It is perhaps already a cliché to suggest that social networking has influenced contemporary society in innumerable ways. Yet despite this ready assertion, politicians, academics and media commentators still grapple awkwardly with the implications and effects of what might broadly be called #digitalculture. On a recent Question Time (@bbcqt) panellists and the audience debated whether racist remarks made on twitter should be a prosecutable offence – opinion inevitably ranged from total free speech to government censoring of the internet (good luck with that). The effects of digital culture, viewed through a theoretical and sociological lens, postulates both positive and negative effects. A more utopian outlook may point to the possibility of an era of increasing political and cultural participation derived from technological change and its attendant new media use. An idealised generation of globally connected netcitizens share thoughts, ideas and solutions, and could eventually break down archaic barriers of national, ethnic, racial, religious and gender identities. Yet the negative implications are arguably just as compelling. Digital communication may be making us even more atomized – a generation of agoraphobes who struggle with real world interactions. New media actually encourage us to submit to more subtle forms of control which derives from a digitally amplified yet wholly superficial obsession with the self? Does the brevity of twitter destroy an already limited ability to process complex information? Obviously I am only skimming the surface here of phenomena that offers scope for myriad philosophical debate (#pretentiousacademic).
For me one of the key effects of digital technology relates to how we conceptualise the ‘audience’. There has undoubtedly been a shift in the dynamic between producer and consumer with interactivity becoming a byword for contemporary media experience. This, in turn, redefines how audiences can be constituted as active or passive. Working as a lecturer in film and digital media I see this first hand on a daily basis in the processes of engagement adopted by the students I teach. Interestingly I began to see a paradox inherent in the clash between the increasing use of social media in education (and as part of viewing practices more generally), and a more traditional understanding of what constitutes the film spectator. In film studies pedagogic practice I would argue that there is an implicit understanding of what a cinematic spectator should be. This primarily begins with the prerequisite that films should be watch in a cinema – the darkened communal space along allied to a large projected image is implicitly the essential starting point. Furthermore, the viewer herself should be model of concentration, total engaged with the cinema image but not in a passive way. She is an active critical viewer interpreting and evaluation the narrative, thematic and aesthetic merits of the cinema as art. Or so one might suppose.
Even before the emergence of social media this construction of spectatorship seems somewhat idealistic. The active/passive dichotomy has been argued over constantly with regard to research on audiences. However, with the increasingly ubiquitous use of digital communications technologies – and there encroachment into the cinematic space – the ‘pure’ practice of viewing film is even more under ‘threat’. Film studies students are expected to forsake their everyday media practice in order to conform to a specific notion of viewership yet still retain an almost philosophical awareness of their interactive engagement.
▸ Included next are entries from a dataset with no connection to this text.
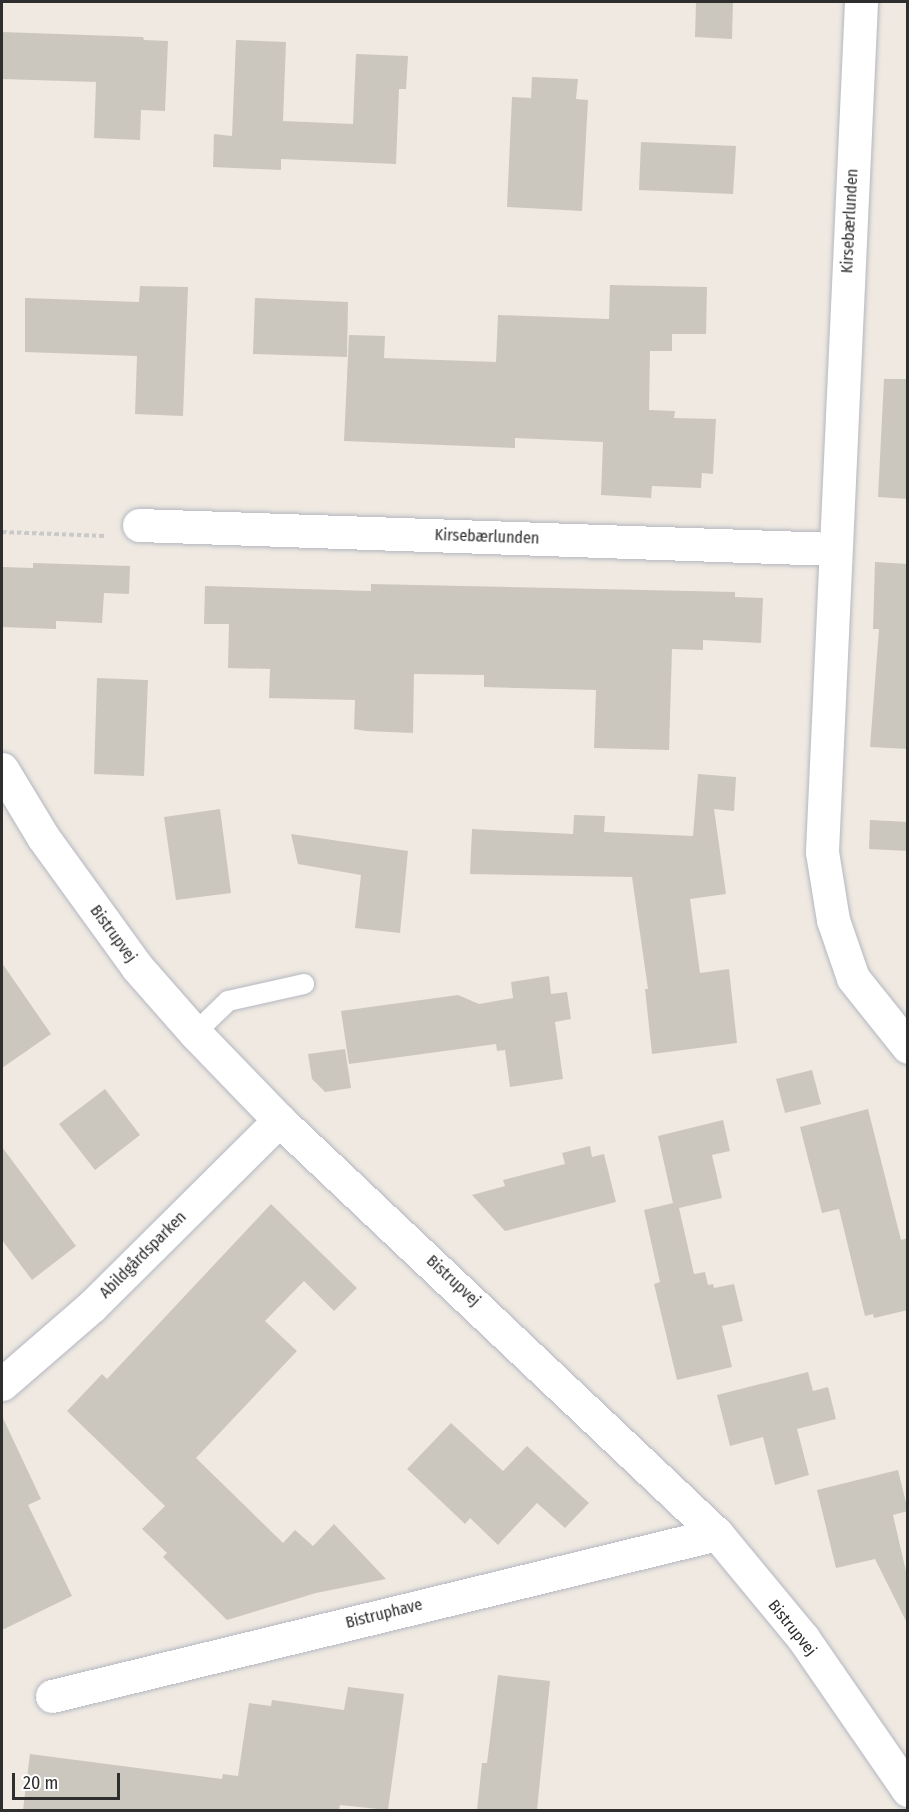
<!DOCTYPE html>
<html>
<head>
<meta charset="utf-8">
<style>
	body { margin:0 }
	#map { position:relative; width:909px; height:1812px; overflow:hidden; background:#efe9e1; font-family:"Fira Sans Condensed",sans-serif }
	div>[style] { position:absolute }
	.building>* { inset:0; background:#cbc7bf }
	.path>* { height:4px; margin-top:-2px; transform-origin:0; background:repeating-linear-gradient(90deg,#c9c9c9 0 4.5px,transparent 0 7.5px) }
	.roads { filter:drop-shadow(0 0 2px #b4b7c1) drop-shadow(0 0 2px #b4b7c1) }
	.lane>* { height:20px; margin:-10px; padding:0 10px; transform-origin:10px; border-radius:10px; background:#fff }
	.street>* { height:33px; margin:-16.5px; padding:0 16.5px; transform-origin:16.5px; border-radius:16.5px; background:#fff }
	.secondary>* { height:33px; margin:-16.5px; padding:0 16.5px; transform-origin:16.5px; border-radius:16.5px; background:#fff }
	span { translate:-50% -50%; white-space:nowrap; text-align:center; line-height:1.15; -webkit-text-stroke:5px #fff; paint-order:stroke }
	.street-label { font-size:16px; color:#2e2e2e }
	.frame { position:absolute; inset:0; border:3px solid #2e2e2e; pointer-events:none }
	.scale { position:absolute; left:12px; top:1773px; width:108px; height:27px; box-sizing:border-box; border:3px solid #2e2e2e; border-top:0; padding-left:8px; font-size:18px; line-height:21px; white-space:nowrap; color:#2e2e2e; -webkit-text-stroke:4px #fff; paint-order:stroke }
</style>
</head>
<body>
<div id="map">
	<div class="building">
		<div style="clip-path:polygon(696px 2px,733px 2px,732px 39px,695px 37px)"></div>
		<div style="clip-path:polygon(2px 32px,143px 37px,144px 40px,168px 41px,165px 111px,141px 110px,140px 140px,94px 138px,96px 82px,2px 79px)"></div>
		<div style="clip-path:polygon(236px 40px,286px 42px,283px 121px,353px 124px,356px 54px,408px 56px,406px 89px,399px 89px,396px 164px,281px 159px,281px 170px,213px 167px,214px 134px,232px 136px)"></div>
		<div style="clip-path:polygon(532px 77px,578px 79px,576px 99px,588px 100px,582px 211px,507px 207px,512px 97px,531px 98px)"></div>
		<div style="clip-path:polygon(641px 142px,736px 146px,733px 194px,639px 190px)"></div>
		<div style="clip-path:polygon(610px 285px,707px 287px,706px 334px,672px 334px,672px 351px,650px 351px,649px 410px,675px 411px,674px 418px,716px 419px,713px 474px,702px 473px,701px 488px,652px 486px,651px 498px,601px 495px,603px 442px,515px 438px,515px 448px,344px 441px,349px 335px,385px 336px,384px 358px,496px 362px,498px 315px,609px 319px)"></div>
		<div style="clip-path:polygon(140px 286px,188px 287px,183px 416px,135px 414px,137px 356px,25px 352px,25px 298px,139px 302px)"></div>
		<div style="clip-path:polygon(255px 298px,348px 302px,347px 357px,253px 354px)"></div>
		<div style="clip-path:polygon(884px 379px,908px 379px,908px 499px,878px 497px)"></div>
		<div style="clip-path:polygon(875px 562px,908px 564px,908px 749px,870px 747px,879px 629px,873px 629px)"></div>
		<div style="clip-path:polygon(33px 563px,130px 566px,129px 594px,104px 593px,102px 623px,56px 621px,56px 629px,2px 627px,3px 567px,33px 568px)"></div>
		<div style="clip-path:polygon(371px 584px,735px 592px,735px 597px,763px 598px,761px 643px,703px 640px,703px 650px,672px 649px,669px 750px,594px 748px,596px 690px,484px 687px,484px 675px,414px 674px,413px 733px,366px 731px,354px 729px,355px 700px,269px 698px,270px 669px,228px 668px,229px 624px,204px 624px,205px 586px,371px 591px)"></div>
		<div style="clip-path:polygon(97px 678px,148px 680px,144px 776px,94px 774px)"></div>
		<div style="clip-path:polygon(698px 774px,736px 777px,734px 811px,714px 809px,726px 894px,690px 899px,700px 973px,729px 969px,737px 1043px,652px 1054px,645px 989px,648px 989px,632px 877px,470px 874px,472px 829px,573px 834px,574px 815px,605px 816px,604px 832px,693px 836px)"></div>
		<div style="clip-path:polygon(220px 809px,231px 893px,176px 900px,164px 817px)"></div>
		<div style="clip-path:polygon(870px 820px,908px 822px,908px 851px,869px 849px)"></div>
		<div style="clip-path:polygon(291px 834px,408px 851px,400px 933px,355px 928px,361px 875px,298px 864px)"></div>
		<div style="clip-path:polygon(2px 963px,51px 1034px,2px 1068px)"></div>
		<div style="clip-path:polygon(549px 976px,551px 994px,567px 992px,571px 1019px,555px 1022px,563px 1079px,510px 1087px,505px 1050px,497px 1051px,496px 1044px,349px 1064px,341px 1011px,458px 995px,479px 1004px,513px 998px,511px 982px)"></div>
		<div style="clip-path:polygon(345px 1049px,351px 1088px,325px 1092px,312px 1079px,308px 1054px)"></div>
		<div style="clip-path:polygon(812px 1070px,821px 1104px,785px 1113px,776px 1079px)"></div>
		<div style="clip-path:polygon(105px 1089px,140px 1135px,95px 1170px,59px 1124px)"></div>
		<div style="clip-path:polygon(868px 1109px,901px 1240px,908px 1238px,908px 1310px,874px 1318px,873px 1314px,865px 1316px,839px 1209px,822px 1213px,800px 1127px)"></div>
		<div style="clip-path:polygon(723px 1120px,730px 1151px,712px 1155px,722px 1198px,679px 1208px,694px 1274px,705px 1272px,708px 1285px,713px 1284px,714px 1288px,734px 1284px,743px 1321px,722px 1326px,732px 1367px,677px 1380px,654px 1284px,660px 1282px,644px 1210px,673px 1203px,658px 1136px)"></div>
		<div style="clip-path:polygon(590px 1146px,592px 1157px,604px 1154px,616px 1202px,505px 1231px,472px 1195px,505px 1186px,503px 1180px,565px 1164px,562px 1153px)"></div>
		<div style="clip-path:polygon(2px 1147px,76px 1246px,32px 1280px,2px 1240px)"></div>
		<div style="clip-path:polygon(271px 1204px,357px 1288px,334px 1311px,304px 1281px,265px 1321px,297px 1351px,196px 1458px,283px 1543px,295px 1530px,313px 1546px,334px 1524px,386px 1579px,316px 1593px,227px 1620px,163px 1557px,167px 1553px,142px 1529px,165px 1506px,67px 1411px,102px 1374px,107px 1379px)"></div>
		<div style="clip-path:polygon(808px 1372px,813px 1391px,828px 1387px,836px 1419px,797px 1429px,809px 1475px,775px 1485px,763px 1437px,730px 1446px,717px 1395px)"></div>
		<div style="clip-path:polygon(2px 1416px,41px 1499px,28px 1505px,72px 1596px,2px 1630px)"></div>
		<div style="clip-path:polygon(451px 1423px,503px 1471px,527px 1446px,589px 1503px,565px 1528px,537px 1503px,498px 1545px,470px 1518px,465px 1524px,407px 1469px)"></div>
		<div style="clip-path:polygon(898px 1470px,908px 1511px,893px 1515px,908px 1580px,906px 1621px,875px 1559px,836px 1568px,817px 1490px)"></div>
		<div style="clip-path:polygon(498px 1675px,550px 1681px,537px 1810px,477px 1810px,482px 1763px,487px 1763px)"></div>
		<div style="clip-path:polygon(348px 1687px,404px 1694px,388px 1810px,340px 1805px,339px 1810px,23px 1810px,30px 1754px,222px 1779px,223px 1774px,238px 1776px,249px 1703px,271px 1706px,272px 1700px,344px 1710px)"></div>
	</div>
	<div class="path">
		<div style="left:2px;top:532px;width:104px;rotate:2.2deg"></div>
	</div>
	<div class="roads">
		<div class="lane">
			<div style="left:195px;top:1033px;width:46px;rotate:-44.1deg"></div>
			<div style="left:228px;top:1001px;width:78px;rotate:-12.6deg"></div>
		</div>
		<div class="street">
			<div style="left:861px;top:2px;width:851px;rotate:92.63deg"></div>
			<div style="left:822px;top:852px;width:69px;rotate:80.8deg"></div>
			<div style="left:833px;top:920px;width:61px;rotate:71deg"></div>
			<div style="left:853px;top:978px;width:88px;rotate:51.4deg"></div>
			<div style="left:139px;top:525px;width:695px;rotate:1.98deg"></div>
			<div style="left:2px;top:1384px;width:119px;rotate:-40.9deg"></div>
			<div style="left:92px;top:1306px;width:264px;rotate:-44.8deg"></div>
			<div style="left:52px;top:1696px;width:684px;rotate:-13.69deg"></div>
		</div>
		<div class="secondary">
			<div style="left:2px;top:769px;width:79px;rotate:58.9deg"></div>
			<div style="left:43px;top:837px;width:160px;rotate:54.1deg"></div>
			<div style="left:137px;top:967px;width:88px;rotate:48.7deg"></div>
			<div style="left:195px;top:1033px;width:121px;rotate:46deg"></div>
			<div style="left:279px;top:1120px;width:603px;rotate:43.39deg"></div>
			<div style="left:717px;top:1534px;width:135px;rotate:50.4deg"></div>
			<div style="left:803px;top:1638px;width:185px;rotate:55.4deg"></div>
		</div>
	</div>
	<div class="street-label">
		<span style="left:850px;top:221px;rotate:-87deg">Kirsebærlunden</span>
		<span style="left:487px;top:537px;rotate:2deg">Kirsebærlunden</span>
		<span style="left:113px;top:934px;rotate:54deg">Bistrupvej</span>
		<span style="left:143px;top:1255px;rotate:-45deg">Abildgårdsparken</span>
		<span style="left:453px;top:1281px;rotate:43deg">Bistrupvej</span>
		<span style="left:384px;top:1614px;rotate:-14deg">Bistruphave</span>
		<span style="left:792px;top:1628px;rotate:51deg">Bistrupvej</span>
	</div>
	<div class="frame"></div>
	<div class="scale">20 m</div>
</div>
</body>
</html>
It would seem there are different kinds of activity and passivity but these are sanctioned according to binaries of old and new media, not to mention the generational difference between teacher and student, and the disciplinary parameter of film studies as a subject. It seemed to me that a failure to explore the effect of social media on film spectatorship ignores the very real importance and use of communications technologies in contemporary experience and also denies the possibility that such technology could be reclaimed as a tool to improve pedagogic practice thus creating more critically astute film students.
The project I have designed as an attempt to investigate some of these issues is based on a method of film screening that relays a live twitter feed of viewer comments back to the audience as they watch a film. The aim is to facilitate an immediate, real-time viewer response, thus facilitating debate and discussion without undermining the integrity of the viewing experience, and creating a stream of critiques that can be used as the basis for subsequent seminar discussion. Live blogging and twitter #chatterboxing during live events has become a key effect of social media use and is being actively encouraged my media producers. Film is perhaps the ultimate barrier for this kind of audience participation because of its ingrained connection to a traditional understanding of spectatorship. However, I feel that the research potential of the project it considerable in two specific ways. Firstly, in terms of exploring and improving the active engagement of students who study film. Secondly the project offers a new direction in re-evaluating the very concept of the audience in context of digital communications culture.